Cícero está de regresso com o disco Uma Onda em Pedaços após um hiato de cinco anos sem lançar inéditos (o mais longo da sua carreira) e que foi marcado por perdas, mudanças e uma inevitável reorganização pessoal. O álbum é, antes de mais, uma espécie de manta de retalhos afectiva e sonora, um mergulho no caos íntimo de quem se viu em fragmentos e decidiu transformar esses cacos em música.
Ao longo das faixas, os géneros misturam-se de forma orgânica e elegante: há jazz, forró, rap e até ecos de música erudita, tudo a fluir sem etiquetas ou amarras. É uma reinvenção refrescante, com o ar de quem abriu as janelas do estúdio interior para deixar entrar novas luzes e sons. Logo no tema de abertura, “Pássaro Nave”, temos versos como “quando estava, não estava, andava desligado” que espelham esse estado de espírito de reconstrução e redescoberta.
O disco não se prende a formalismos: há uma canção em inglês (“Lucille”) e outra sem idioma definido, em que a voz se torna puro instrumento. O rap surge de forma natural em “Mente Voa”, quase como um desabafo posto em ritmo, enquanto “Meu Amigo Harvey” junta Brahms, contos e cinema num cruzamento improvável entre erudição e imaginação.

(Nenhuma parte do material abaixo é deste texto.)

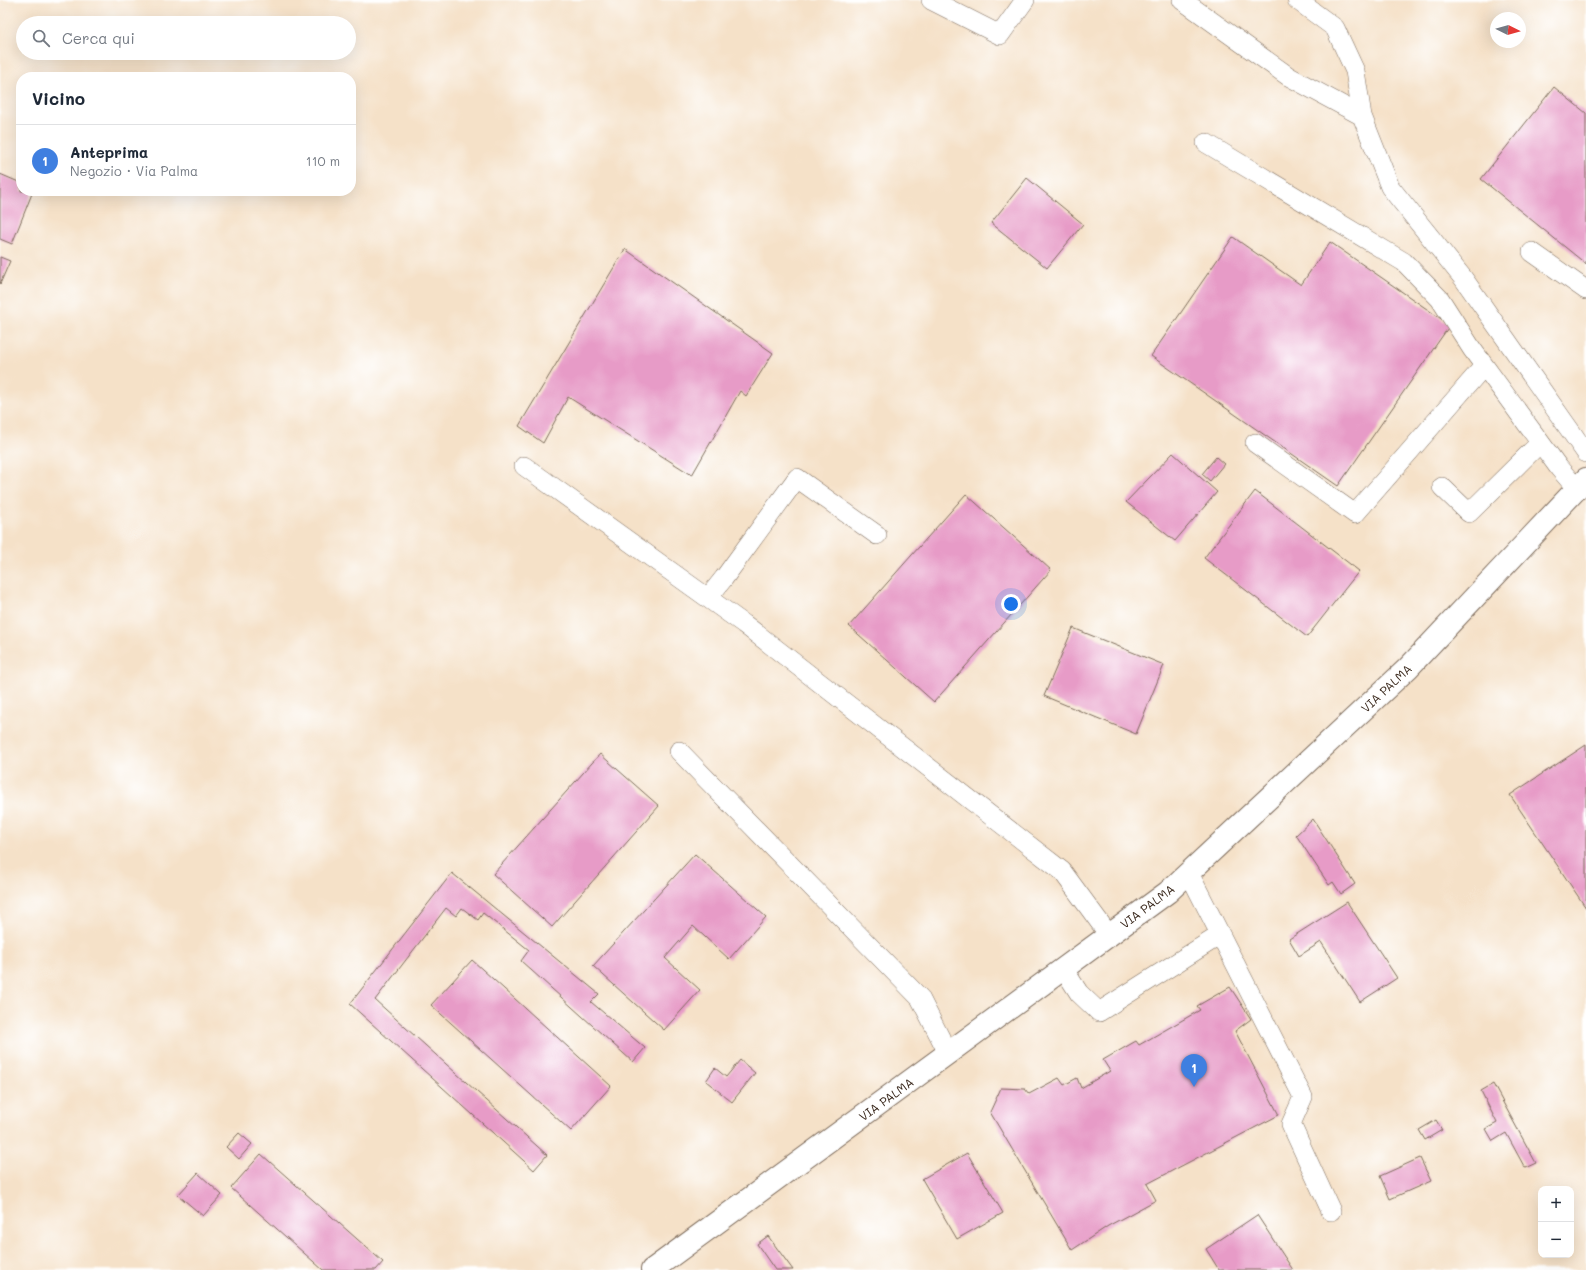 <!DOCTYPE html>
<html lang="it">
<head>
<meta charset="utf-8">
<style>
  :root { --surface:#fff; --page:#f2f2f3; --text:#1f2937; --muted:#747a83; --line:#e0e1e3; --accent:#111827 }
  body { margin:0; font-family:Mali,sans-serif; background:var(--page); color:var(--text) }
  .controls { position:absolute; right:12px; bottom:12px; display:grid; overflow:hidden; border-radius:8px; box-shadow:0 4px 16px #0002 }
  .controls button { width:36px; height:36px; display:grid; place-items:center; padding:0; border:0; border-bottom:1px solid var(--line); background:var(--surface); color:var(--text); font:20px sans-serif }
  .compass { position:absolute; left:1490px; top:12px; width:36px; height:36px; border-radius:50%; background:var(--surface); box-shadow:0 4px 16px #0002; rotate:95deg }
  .you { position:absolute; left:1011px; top:604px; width:14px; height:14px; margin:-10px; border:3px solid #fff; border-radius:50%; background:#1a73e8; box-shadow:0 0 0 6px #1a73e833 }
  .badge { display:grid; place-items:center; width:26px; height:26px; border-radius:50%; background:var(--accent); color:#fff; font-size:13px; font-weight:700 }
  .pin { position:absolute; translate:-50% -33px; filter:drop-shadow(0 1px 2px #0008) }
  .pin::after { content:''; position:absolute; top:21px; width:14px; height:12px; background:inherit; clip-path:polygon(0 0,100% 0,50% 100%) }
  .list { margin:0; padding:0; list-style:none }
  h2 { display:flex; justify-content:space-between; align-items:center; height:52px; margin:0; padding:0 16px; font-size:17px }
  h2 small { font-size:13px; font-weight:400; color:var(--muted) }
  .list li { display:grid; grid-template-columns:26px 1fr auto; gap:12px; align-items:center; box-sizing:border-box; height:72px; padding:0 16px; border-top:1px solid var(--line) }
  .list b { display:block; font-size:15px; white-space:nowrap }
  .list p { margin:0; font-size:13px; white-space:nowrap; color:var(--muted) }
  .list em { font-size:13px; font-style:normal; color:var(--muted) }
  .icon { flex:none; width:22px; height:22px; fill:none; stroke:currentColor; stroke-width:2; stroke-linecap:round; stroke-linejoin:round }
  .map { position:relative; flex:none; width:1586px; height:1270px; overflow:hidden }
  .search { position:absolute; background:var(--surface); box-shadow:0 4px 16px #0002; left:16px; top:16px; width:340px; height:44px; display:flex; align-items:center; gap:10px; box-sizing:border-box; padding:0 14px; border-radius:22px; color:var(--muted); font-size:15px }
  .panel { position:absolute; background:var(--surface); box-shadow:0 4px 16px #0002; left:16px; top:72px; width:340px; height:124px; border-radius:16px }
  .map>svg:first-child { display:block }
</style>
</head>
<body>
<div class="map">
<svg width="1586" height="1270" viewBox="0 0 1586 1270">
  <rect width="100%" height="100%" fill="#fff"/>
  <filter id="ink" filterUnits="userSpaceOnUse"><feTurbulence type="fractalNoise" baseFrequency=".025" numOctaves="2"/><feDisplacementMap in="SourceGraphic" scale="8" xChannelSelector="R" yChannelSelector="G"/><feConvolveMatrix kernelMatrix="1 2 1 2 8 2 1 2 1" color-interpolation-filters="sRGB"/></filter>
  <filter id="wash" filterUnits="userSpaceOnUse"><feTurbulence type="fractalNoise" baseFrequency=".012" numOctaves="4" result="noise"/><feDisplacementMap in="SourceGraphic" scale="16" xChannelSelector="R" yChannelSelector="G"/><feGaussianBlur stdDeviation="0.9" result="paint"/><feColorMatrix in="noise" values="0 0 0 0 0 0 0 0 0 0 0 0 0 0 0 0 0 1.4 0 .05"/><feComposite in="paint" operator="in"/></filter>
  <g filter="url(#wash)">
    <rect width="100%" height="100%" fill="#f5e1c8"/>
    <g id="blocks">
      <path fill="#e79bc7" d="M 1554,87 L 1586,113 L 1586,264 L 1481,179 Z
        M 0,174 L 21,183 L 21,191 L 33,191 L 12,244 L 0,239 Z
        M 1027,178 L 1083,224 L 1047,268 L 991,223 Z
        M 1233,237 L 1301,285 L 1330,242 L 1450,325 L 1338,486 L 1151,356 Z
        M 625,249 L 773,353 L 746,396 L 740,391 L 692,475 L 568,397 L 543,443 L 519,426 Z
        M 0,257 L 10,261 L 0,284 Z
        M 1173,453 L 1217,492 L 1175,541 L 1126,502 Z
        M 1216,457 L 1224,464 L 1210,481 L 1202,474 Z
        M 1255,491 L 1359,571 L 1307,637 L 1204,558 Z
        M 966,494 L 1051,570 L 934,702 L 849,626 Z
        M 1073,628 L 1164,665 L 1136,734 L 1044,696 Z
        M 1586,745 L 1586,908 L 1510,795 Z
        M 600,754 L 659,806 L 552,927 L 493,874 Z
        M 1313,819 L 1355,884 L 1341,894 L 1333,882 L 1329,885 L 1296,835 Z
        M 695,854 L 766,917 L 729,959 L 693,926 L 665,958 L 700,990 L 664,1030 L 593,966 Z
        M 452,873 L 599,994 L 591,1002 L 645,1048 L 633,1062 L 521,961 L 529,950 L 483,913 L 478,920 L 462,908 L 456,916 L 446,908 L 375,1000 L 547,1155 L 534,1170 L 350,1004 Z
        M 1347,902 L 1397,978 L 1360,1002 L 1321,942 L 1299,956 L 1289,939 Z
        M 472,960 L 611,1086 L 571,1131 L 431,1005 Z
        M 1230,987 L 1251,1019 L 1235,1031 L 1279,1115 L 1147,1184 L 1156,1200 L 1108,1226 L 1072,1250 L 990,1112 L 1001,1088 L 1025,1089 L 1029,1094 L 1059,1078 L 1064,1085 L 1077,1078 L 1081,1088 L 1110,1071 L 1103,1060 L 1136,1041 L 1139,1045 L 1200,1010 L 1197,1006 Z
        M 740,1060 L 755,1073 L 732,1102 L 706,1081 L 715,1068 L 726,1077 Z
        M 1493,1084 L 1536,1163 L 1525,1168 L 1506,1133 L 1493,1141 L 1486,1129 L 1497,1123 L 1481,1091 Z
        M 1436,1120 L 1442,1130 L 1425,1140 L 1419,1130 Z
        M 239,1133 L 252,1144 L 239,1159 L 226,1147 Z
        M 967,1153 L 1003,1213 L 957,1239 L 922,1179 Z
        M 261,1154 L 383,1262 L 376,1270 L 323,1270 L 231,1188 Z
        M 1420,1158 L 1431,1181 L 1390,1199 L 1380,1176 Z
        M 198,1173 L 222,1195 L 203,1216 L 178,1195 Z
        M 1257,1215 L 1293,1270 L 1219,1270 L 1206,1249 Z
        M 768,1236 L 793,1270 L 775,1270 L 757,1244 Z"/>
    </g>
  </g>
  <g filter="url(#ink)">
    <use href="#blocks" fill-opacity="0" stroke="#7c6a5a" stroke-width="1"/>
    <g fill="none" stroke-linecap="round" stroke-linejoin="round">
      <defs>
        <path id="lane" d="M 931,0 L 1000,35 L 1025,0
          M 1182,0 L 1288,76 L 1362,116
          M 1297,0 L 1335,28 L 1355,71 L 1362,116 L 1390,187 L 1463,278 L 1586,453
          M 1206,143 L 1404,262 L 1440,299 L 1472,349 L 1559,468 L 1577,489
          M 1532,252 L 1586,290
          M 1255,443 L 1355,514 L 1484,366
          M 524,466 L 744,624 L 1062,871 L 1109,935
          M 1442,487 L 1469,513 L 1540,443
          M 708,598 L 724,578 L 797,478 L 877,535
          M 679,751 L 920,998 L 948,1053
          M 1189,873 L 1303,1097 L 1291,1124 L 1331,1211
          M 1063,968 L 1079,993 L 1099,1012 L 1220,935"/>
        <path id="secondary" d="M 652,1270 L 1168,892 L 1408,668 L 1586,479"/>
      </defs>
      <use href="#lane" stroke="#7c6a5a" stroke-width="20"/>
      <use href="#secondary" stroke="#7c6a5a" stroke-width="24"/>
      <use href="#lane" stroke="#fff" stroke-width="19"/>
      <use href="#secondary" stroke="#fff" stroke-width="22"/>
    </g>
  </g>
  <g text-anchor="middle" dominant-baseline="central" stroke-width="3" stroke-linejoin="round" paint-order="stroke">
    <g font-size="12" fill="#3b2a1e" stroke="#fff">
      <text transform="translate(1386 688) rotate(-43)">VIA PALMA</text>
      <text transform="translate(1147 906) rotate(-37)">VIA PALMA</text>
      <text transform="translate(886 1099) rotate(-36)">VIA PALMA</text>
    </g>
  </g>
</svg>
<div class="controls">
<button>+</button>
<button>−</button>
</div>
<svg class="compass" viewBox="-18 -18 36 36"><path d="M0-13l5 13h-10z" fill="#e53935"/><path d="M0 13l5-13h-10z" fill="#747a83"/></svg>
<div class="you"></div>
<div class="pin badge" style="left:1194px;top:1087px;background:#3f7fe0">1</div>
<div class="search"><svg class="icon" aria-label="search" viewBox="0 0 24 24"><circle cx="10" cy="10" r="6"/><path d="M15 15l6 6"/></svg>Cerca qui</div>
<section class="panel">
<h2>Vicino<small></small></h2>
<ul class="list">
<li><span class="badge" style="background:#3f7fe0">1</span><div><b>Anteprima</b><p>Negozio · Via Palma</p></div><em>110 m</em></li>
</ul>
</section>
</div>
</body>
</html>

As colaborações acrescentam cor e cumplicidade: Duda Beat participa em “Sem Dormir”, Tori em “Ela Disse” e Vovô Bebê em “Tranquilo”, cada um a trazer o seu toque pessoal e a reforçar o carácter plural do trabalho. Tudo parece ter sido montado com cuidado, mas sem rigidez — como se o álbum fosse o resultado de encontros espontâneos entre memórias, afectos e experimentações.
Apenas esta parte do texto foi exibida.